*Task prompt*
Repeat every record exactly as given.

*Study material*
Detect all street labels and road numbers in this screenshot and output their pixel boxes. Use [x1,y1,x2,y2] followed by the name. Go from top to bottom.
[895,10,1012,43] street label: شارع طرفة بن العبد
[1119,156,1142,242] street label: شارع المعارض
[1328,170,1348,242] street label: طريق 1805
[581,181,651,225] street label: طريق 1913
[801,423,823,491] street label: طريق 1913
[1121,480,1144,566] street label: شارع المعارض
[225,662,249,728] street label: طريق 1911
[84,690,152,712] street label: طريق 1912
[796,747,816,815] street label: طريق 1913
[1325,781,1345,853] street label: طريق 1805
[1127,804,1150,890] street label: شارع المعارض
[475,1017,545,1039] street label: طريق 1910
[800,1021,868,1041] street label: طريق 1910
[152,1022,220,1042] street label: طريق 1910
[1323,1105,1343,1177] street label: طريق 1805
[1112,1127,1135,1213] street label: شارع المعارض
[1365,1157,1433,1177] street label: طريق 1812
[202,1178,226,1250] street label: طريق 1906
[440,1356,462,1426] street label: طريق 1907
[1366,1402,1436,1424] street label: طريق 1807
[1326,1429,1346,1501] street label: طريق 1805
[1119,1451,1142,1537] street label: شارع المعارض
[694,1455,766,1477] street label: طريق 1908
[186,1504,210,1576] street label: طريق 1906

*Solved problem*
Detect all street labels and road numbers in this screenshot and output their pixel boxes. Use [x1,y1,x2,y2] followed by the name. Go from top to bottom.
[895,10,1012,43] street label: شارع طرفة بن العبد
[1119,156,1142,242] street label: شارع المعارض
[1328,170,1348,242] street label: طريق 1805
[581,181,651,225] street label: طريق 1913
[801,423,823,491] street label: طريق 1913
[1121,480,1144,566] street label: شارع المعارض
[225,662,249,728] street label: طريق 1911
[84,690,152,712] street label: طريق 1912
[796,747,816,815] street label: طريق 1913
[1325,781,1345,853] street label: طريق 1805
[1127,804,1150,890] street label: شارع المعارض
[475,1017,545,1039] street label: طريق 1910
[800,1021,868,1041] street label: طريق 1910
[152,1022,220,1042] street label: طريق 1910
[1323,1105,1343,1177] street label: طريق 1805
[1112,1127,1135,1213] street label: شارع المعارض
[1365,1157,1433,1177] street label: طريق 1812
[202,1178,226,1250] street label: طريق 1906
[440,1356,462,1426] street label: طريق 1907
[1366,1402,1436,1424] street label: طريق 1807
[1326,1429,1346,1501] street label: طريق 1805
[1119,1451,1142,1537] street label: شارع المعارض
[694,1455,766,1477] street label: طريق 1908
[186,1504,210,1576] street label: طريق 1906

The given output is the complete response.